Question

Consider earth to be a uniform sphere of radius, $6.4\times {10}^6$$m$ and its density is $5500kg{m}^{-3}$. Find the value of acceleration due to gravity on its surface.

Answer 1

Step 1: Given

Radius of earth $R=6.4\times {10}^{6}m$

Density of Earth $=5500kg{m}^{-3}$

Step 2: Finding the mass of Earth

Density $\left(e\right)=\frac{mass}{volume}$ (volume sphere $=\frac{4}{3}{\mathrm{\pi r}}^3$)

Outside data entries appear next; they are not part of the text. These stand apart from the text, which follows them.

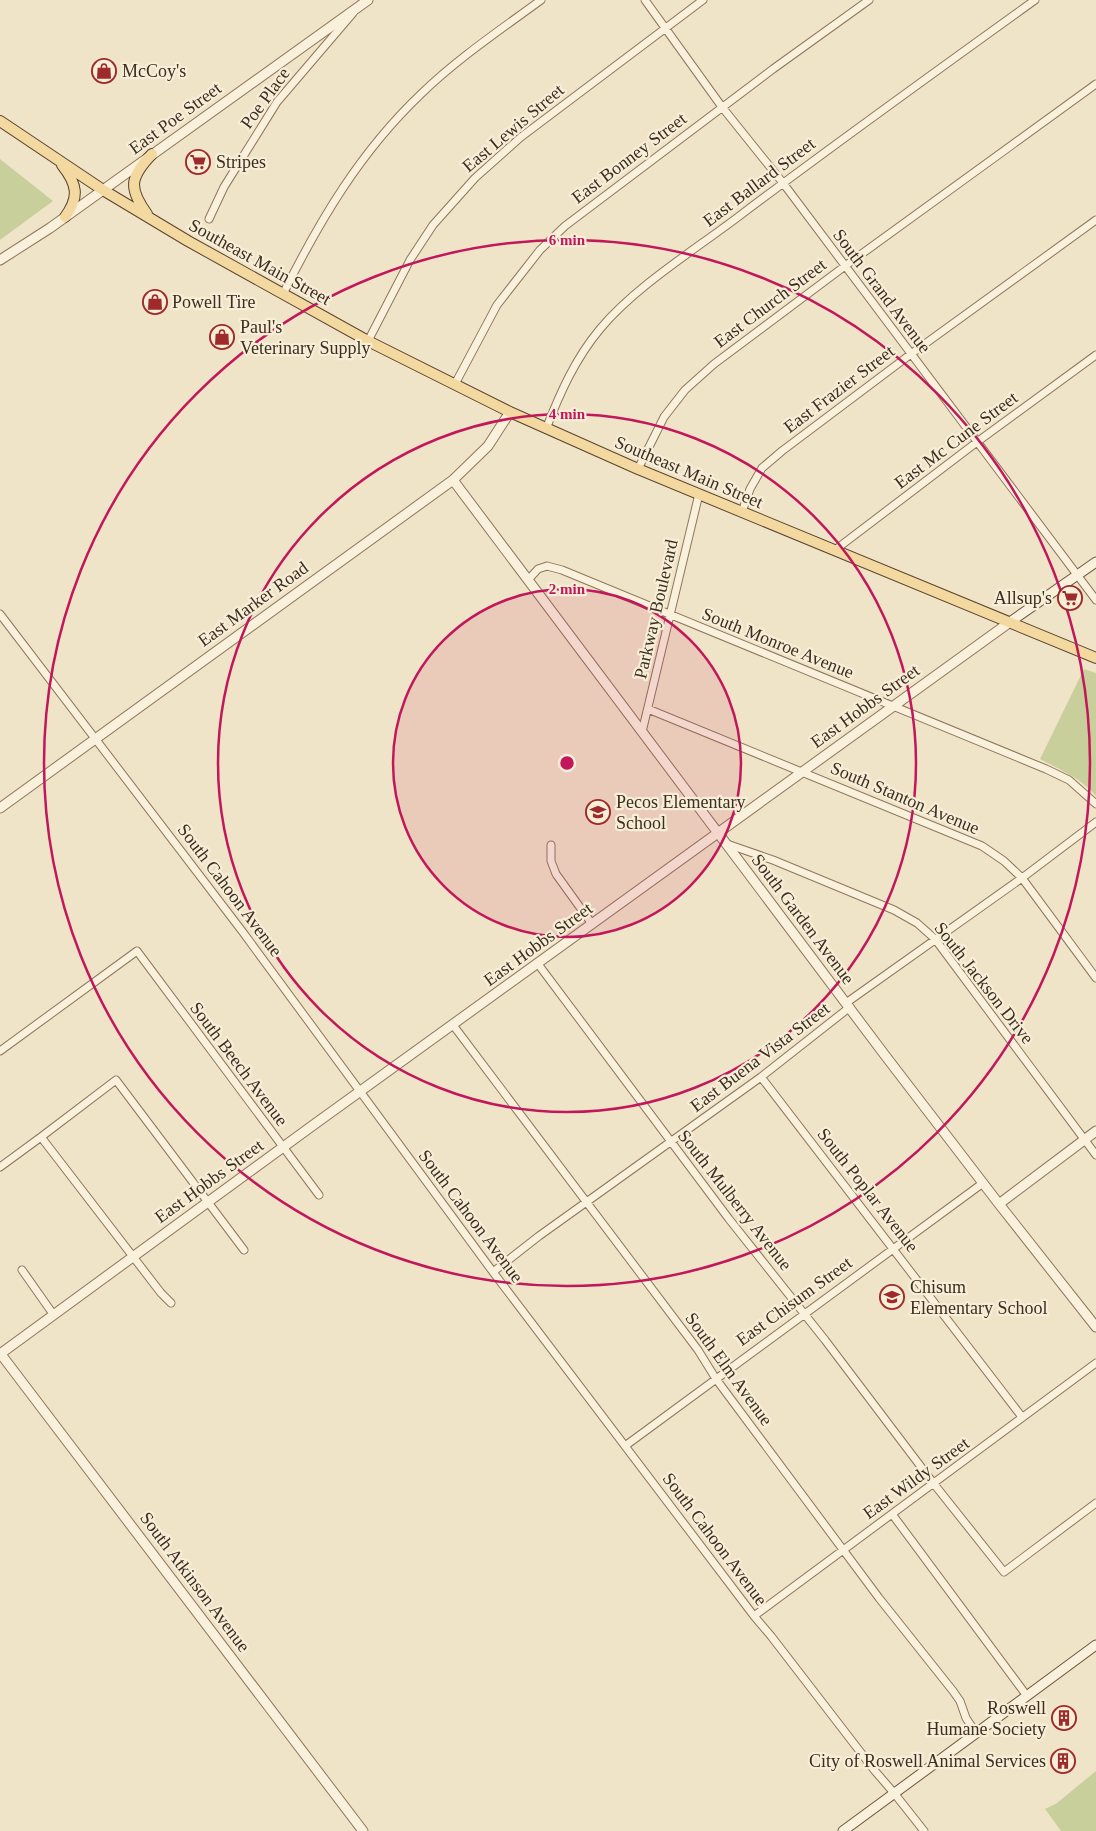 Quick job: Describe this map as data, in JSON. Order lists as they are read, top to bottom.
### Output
{
  "streets": {
    "main road": ["Southeast Main Street"],
    "street": [
      "Poe Place",
      "East Poe Street",
      "East Lewis Street",
      "East Bonney Street",
      "East Ballard Street",
      "South Grand Avenue",
      "East Church Street",
      "East Frazier Street",
      "East Mc Cune Street",
      "East Marker Road",
      "Parkway Boulevard",
      "South Monroe Avenue",
      "East Hobbs Street",
      "South Stanton Avenue",
      "South Cahoon Avenue",
      "South Garden Avenue",
      "South Jackson Drive",
      "East Buena Vista Street",
      "South Beech Avenue",
      "South Poplar Avenue",
      "South Mulberry Avenue",
      "East Chisum Street",
      "South Elm Avenue",
      "East Wildy Street",
      "South Atkinson Avenue"
    ]
  },
  "crossings": [
    ["Poe Place", "East Poe Street"],
    ["East Poe Street", "Southeast Main Street"],
    ["East Lewis Street", "Southeast Main Street"],
    ["East Lewis Street", "South Grand Avenue"],
    ["East Bonney Street", "Southeast Main Street"],
    ["East Bonney Street", "South Grand Avenue"],
    ["East Ballard Street", "Southeast Main Street"],
    ["East Ballard Street", "South Grand Avenue"],
    ["Southeast Main Street", "East Church Street"],
    ["Southeast Main Street", "East Frazier Street"],
    ["Southeast Main Street", "East Mc Cune Street"],
    ["Southeast Main Street", "East Marker Road"],
    ["Southeast Main Street", "Parkway Boulevard"],
    ["Southeast Main Street", "East Hobbs Street"],
    ["South Grand Avenue", "East Church Street"],
    ["South Grand Avenue", "East Frazier Street"],
    ["South Grand Avenue", "East Mc Cune Street"],
    ["South Grand Avenue", "East Hobbs Street"],
    ["East Marker Road", "South Cahoon Avenue"],
    ["East Marker Road", "South Garden Avenue"],
    ["Parkway Boulevard", "South Monroe Avenue"],
    ["Parkway Boulevard", "South Stanton Avenue"],
    ["Parkway Boulevard", "South Garden Avenue"],
    ["South Monroe Avenue", "East Hobbs Street"],
    ["South Monroe Avenue", "South Garden Avenue"],
    ["East Hobbs Street", "South Stanton Avenue"],
    ["East Hobbs Street", "South Cahoon Avenue"],
    ["East Hobbs Street", "South Garden Avenue"],
    ["East Hobbs Street", "South Beech Avenue"],
    ["East Hobbs Street", "South Mulberry Avenue"],
    ["East Hobbs Street", "South Elm Avenue"],
    ["East Hobbs Street", "South Atkinson Avenue"],
    ["South Stanton Avenue", "East Buena Vista Street"],
    ["South Cahoon Avenue", "East Buena Vista Street"],
    ["South Cahoon Avenue", "East Chisum Street"],
    ["South Cahoon Avenue", "East Wildy Street"],
    ["South Garden Avenue", "South Jackson Drive"],
    ["South Garden Avenue", "East Buena Vista Street"],
    ["South Garden Avenue", "East Chisum Street"],
    ["South Jackson Drive", "East Buena Vista Street"],
    ["East Buena Vista Street", "South Poplar Avenue"],
    ["East Buena Vista Street", "South Mulberry Avenue"],
    ["East Buena Vista Street", "South Elm Avenue"],
    ["South Poplar Avenue", "East Chisum Street"],
    ["South Poplar Avenue", "East Wildy Street"],
    ["South Mulberry Avenue", "East Chisum Street"],
    ["South Mulberry Avenue", "East Wildy Street"],
    ["East Chisum Street", "South Elm Avenue"],
    ["South Elm Avenue", "East Wildy Street"]
  ],
  "places": {
    "shop": ["McCoy's", "Powell Tire", "Paul's Veterinary Supply"],
    "supermarket": ["Stripes", "Allsup's"],
    "school or university": ["Pecos Elementary School", "Chisum Elementary School"],
    "building": ["Roswell Humane Society", "City of Roswell Animal Services"]
  },
  "rings": ["6 min", "4 min", "2 min"]
} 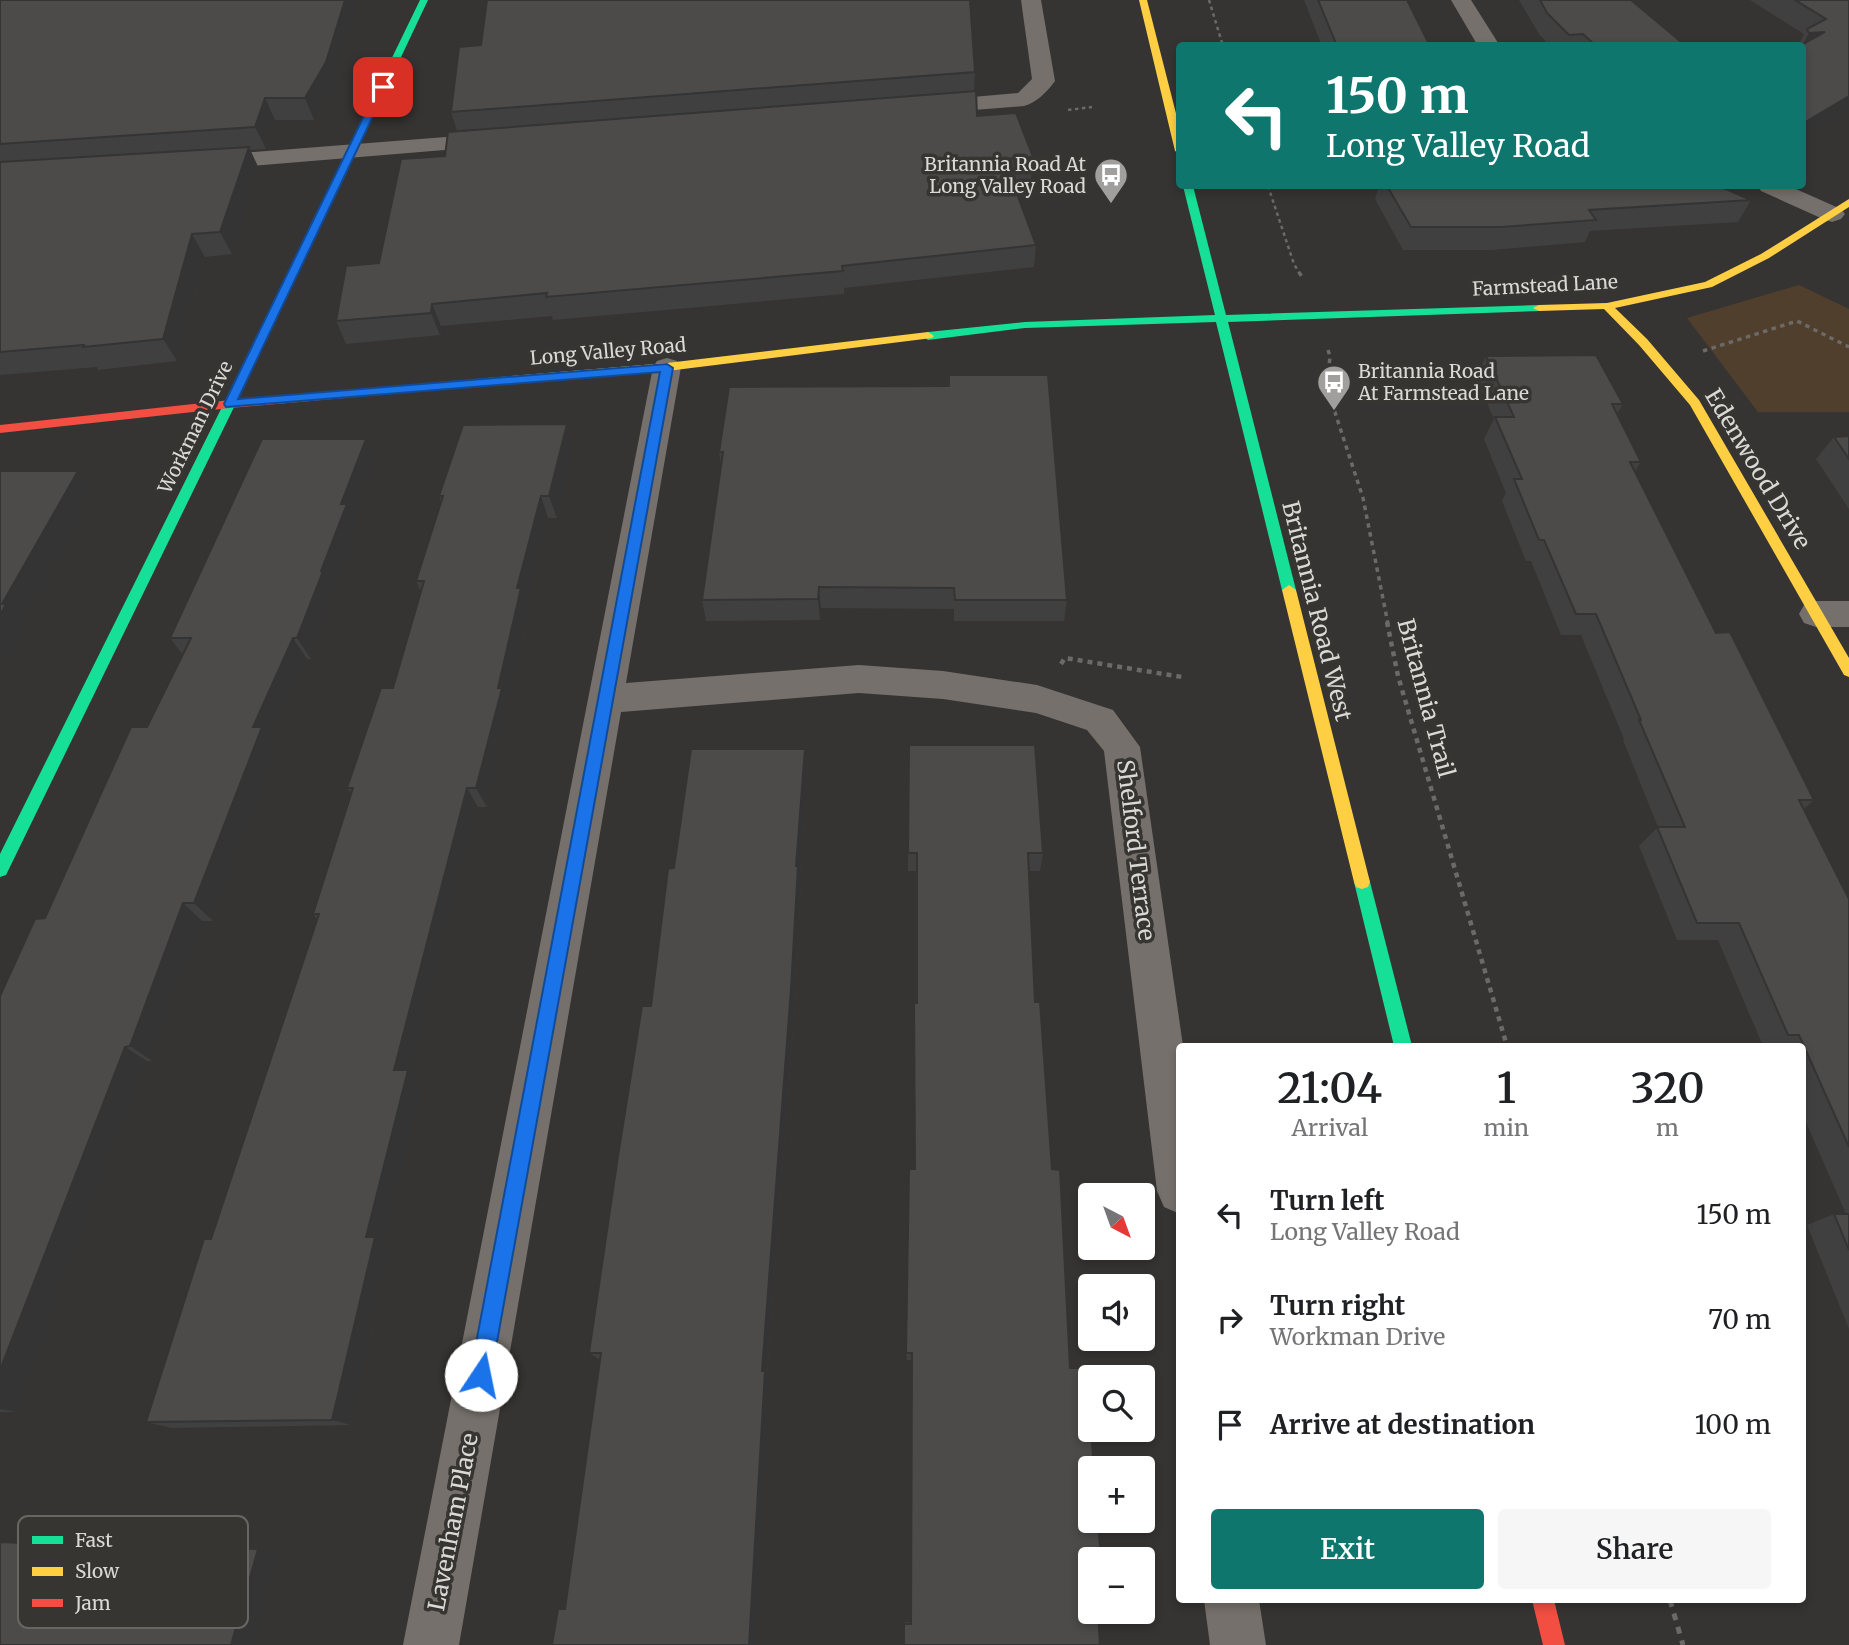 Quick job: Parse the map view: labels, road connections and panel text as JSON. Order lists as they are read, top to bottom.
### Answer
{
  "streets": {
    "street": [
      "Farmstead Lane",
      "Long Valley Road",
      "Workman Drive",
      "Edenwood Drive",
      "Britannia Road West",
      "Shelford Terrace",
      "Lavenham Place"
    ],
    "path": ["Britannia Trail"]
  },
  "crossings": [
    ["Farmstead Lane", "Long Valley Road"],
    ["Farmstead Lane", "Edenwood Drive"],
    ["Farmstead Lane", "Britannia Road West"],
    ["Long Valley Road", "Workman Drive"],
    ["Long Valley Road", "Britannia Road West"],
    ["Long Valley Road", "Lavenham Place"],
    ["Shelford Terrace", "Lavenham Place"]
  ],
  "places": {
    "bus stop": ["Britannia Road At Long Valley Road", "Britannia Road At Farmstead Lane"]
  },
  "legend": ["Fast", "Slow", "Jam"],
  "north": "bottom right",
  "page": {
    "turn": ["150 m", "Long Valley Road"],
    "eta": [
      "21:04",
      "Arrival",
      "1",
      "min",
      "320",
      "m"
    ],
    "list": [
      {
        "name": "Turn left",
        "note": "Long Valley Road",
        "value": "150 m"
      },
      {
        "name": "Turn right",
        "note": "Workman Drive",
        "value": "70 m"
      },
      {
        "name": "Arrive at destination",
        "value": "100 m"
      }
    ],
    "map_buttons": ["+", "−"],
    "buttons": ["Exit", "Share"]
  }
}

$5500=\frac{Mass}{{\displaystyle \frac{4}{3}}{\mathrm{\pi R}}^3}$

$Mass=5500\times \frac{4}{3}\times \mathrm{\pi }\times {(6.4\times {10}^6)}^3$

The gravitational constant is specified and given as

$G=6.7\times {10}^{-11}N{m}^{2}k{g}^2$

Step 3: Finding the value of acceleration due to gravity

$g=\frac{GM}{R^2}$

Substituting the values into given formula

$g=\frac{6.7\times {10}^{-11}\times 5500\times {\displaystyle \frac{4}{3}}\times \mathrm{\pi }\times {(6.4\times {10}^6)}^3}{{(6.4\times {10}^6)}^2}$

$=6.7\times {10}^{-11}\times 5.5\times {10}^3\times \frac{4}{3}\times \mathrm{\pi }\times 6.4\times {10}^6$

$g=9.83m{s}^{-2}$

Therefore, the value of acceleration due to gravity is surface is $9.83m{s}^2$.